Member of Maharashtra Legislative Council
- In office 30 Aug 2013 – 29 Aug 2019
- Constituency: Aurangabad-Jalna Local Authorities

Personal details
- Born: Subhash Zambad 25 April 1962 (age 64) Karanjgaon, Aurangabad district, Maharashtra
- Party: Indian National Congress
- Website: Subhash Zambad

= Subhash Zambad =

Indian politician

 Subhash Manakchand Zambad (born 25 April 1962) is an Indian politician who is an elected member of the Maharashtra Legislative Council from Aurangabad Jalna constituency . He is a leader of the Indian National Congress from Maharashtra state

==Political career==
Subhash Manakchand Zambad was elected to the Legislative Assembly as a Congress candidate in elections held in the October 2013.
He is Founder Chairman of Ajanta Urban Co-Op Bank Ltd., Aurangabad.
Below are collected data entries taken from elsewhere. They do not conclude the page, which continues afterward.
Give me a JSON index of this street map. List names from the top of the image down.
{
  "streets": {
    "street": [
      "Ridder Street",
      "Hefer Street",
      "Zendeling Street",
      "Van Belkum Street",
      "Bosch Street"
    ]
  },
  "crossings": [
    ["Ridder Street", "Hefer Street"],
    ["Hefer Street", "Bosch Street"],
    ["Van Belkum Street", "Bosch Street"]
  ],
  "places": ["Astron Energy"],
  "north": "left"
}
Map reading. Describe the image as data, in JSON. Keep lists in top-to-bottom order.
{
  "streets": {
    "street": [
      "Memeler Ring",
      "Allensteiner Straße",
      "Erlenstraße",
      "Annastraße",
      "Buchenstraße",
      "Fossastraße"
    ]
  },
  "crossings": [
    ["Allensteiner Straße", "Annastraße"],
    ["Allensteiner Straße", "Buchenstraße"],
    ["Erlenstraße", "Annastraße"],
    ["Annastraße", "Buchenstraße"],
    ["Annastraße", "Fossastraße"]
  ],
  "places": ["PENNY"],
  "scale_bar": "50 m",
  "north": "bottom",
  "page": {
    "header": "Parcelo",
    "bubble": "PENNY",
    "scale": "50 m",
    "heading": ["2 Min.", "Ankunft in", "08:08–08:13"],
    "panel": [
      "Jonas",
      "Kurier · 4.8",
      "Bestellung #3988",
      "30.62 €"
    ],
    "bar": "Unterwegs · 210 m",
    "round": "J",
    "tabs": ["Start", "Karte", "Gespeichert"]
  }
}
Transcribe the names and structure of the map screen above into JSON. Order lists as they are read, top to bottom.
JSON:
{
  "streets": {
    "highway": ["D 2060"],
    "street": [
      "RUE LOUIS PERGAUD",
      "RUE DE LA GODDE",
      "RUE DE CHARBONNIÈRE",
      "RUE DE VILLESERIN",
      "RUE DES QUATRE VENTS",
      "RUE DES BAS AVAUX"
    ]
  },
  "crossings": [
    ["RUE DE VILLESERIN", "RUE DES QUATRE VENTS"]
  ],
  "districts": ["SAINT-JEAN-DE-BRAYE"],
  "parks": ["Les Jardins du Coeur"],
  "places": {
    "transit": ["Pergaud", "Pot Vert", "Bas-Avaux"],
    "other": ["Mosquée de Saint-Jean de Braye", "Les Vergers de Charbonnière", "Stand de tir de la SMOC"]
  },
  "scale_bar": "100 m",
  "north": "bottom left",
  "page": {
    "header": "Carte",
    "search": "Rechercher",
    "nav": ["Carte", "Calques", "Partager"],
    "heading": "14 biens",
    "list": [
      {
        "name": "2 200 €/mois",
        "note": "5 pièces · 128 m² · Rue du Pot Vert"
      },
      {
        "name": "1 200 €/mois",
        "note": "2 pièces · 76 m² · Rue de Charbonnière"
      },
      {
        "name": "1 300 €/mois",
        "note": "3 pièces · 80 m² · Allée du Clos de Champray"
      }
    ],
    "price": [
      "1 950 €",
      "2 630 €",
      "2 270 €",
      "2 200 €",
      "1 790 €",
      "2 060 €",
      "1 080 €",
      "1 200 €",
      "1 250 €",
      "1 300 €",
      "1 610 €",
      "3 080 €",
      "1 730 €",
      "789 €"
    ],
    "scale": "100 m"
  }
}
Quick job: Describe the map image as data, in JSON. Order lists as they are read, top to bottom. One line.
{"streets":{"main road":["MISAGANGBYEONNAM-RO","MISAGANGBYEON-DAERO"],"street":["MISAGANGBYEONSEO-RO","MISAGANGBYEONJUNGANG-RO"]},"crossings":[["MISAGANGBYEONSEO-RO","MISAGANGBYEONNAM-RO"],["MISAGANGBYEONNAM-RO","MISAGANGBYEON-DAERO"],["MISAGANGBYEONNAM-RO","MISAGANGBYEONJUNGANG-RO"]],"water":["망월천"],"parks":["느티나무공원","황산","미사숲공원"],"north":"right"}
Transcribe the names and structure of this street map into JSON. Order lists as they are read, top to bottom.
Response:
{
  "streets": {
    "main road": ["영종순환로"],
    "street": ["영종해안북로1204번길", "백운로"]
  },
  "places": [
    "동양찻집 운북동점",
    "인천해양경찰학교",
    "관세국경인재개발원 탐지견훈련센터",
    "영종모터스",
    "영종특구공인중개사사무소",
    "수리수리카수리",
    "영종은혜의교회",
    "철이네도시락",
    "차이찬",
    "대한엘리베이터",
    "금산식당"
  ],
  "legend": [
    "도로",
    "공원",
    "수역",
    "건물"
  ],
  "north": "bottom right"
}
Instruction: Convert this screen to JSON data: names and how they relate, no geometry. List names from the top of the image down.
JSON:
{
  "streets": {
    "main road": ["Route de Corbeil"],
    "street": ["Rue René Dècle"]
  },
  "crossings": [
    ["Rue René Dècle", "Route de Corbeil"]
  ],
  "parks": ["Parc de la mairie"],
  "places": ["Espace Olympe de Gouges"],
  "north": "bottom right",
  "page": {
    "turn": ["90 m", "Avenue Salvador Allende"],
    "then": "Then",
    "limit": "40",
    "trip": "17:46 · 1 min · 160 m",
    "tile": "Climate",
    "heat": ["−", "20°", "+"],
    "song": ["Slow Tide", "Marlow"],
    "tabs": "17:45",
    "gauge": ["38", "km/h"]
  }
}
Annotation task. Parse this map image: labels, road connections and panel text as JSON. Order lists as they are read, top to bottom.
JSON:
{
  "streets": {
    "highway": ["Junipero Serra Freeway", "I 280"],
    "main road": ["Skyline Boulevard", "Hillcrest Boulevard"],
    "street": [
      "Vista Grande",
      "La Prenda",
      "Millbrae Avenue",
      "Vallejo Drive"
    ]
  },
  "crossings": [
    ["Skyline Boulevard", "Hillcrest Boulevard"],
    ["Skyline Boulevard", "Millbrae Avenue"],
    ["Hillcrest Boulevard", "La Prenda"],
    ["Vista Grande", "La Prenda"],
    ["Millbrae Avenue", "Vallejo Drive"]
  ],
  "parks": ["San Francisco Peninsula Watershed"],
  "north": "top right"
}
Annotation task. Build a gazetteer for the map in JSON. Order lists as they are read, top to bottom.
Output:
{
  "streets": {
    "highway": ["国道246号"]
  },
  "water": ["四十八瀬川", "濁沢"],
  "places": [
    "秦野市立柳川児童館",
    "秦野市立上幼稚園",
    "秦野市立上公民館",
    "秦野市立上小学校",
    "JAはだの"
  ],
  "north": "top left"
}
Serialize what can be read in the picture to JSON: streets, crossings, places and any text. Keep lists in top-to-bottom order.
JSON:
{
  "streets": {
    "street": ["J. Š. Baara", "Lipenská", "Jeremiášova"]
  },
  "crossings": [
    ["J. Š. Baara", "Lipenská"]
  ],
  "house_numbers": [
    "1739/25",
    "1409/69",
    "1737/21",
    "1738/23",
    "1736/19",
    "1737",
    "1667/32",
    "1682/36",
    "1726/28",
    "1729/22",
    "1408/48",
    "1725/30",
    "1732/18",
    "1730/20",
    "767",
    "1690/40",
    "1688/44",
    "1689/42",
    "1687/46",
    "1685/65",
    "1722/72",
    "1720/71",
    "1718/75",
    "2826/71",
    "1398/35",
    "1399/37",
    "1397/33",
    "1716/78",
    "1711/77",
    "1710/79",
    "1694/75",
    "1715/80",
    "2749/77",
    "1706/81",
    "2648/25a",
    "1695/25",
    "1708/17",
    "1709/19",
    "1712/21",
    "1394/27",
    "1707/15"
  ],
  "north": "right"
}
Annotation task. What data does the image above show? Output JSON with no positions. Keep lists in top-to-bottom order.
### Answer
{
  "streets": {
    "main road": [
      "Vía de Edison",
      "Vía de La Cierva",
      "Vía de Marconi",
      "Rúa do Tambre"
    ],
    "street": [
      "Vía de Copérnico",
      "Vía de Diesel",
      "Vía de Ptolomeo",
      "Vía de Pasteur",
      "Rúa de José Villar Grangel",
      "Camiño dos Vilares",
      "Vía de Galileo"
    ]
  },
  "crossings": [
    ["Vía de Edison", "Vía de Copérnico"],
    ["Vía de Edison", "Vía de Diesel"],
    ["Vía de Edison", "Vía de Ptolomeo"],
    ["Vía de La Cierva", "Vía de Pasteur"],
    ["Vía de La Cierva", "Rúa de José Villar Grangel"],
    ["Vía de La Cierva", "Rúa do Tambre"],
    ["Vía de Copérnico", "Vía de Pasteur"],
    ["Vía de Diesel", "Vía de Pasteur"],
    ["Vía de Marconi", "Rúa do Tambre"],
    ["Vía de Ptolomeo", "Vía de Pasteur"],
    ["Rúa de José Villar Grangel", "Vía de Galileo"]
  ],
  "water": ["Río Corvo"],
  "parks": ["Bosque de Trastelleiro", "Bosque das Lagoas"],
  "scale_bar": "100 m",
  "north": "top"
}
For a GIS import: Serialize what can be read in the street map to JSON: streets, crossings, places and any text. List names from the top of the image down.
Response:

In 1999 he established the Ajintha Co. Op Bank in Aurangabad He was the chairman of Maha. State Housing Corp. Ltd. Mumbai during 2008 – 10. and He was elected as a Vice President of CREDAI Maharashtra in the year 2010. Also, He has nominated as General Secretary of Maharashtra State Congress Committee in the Year 2016.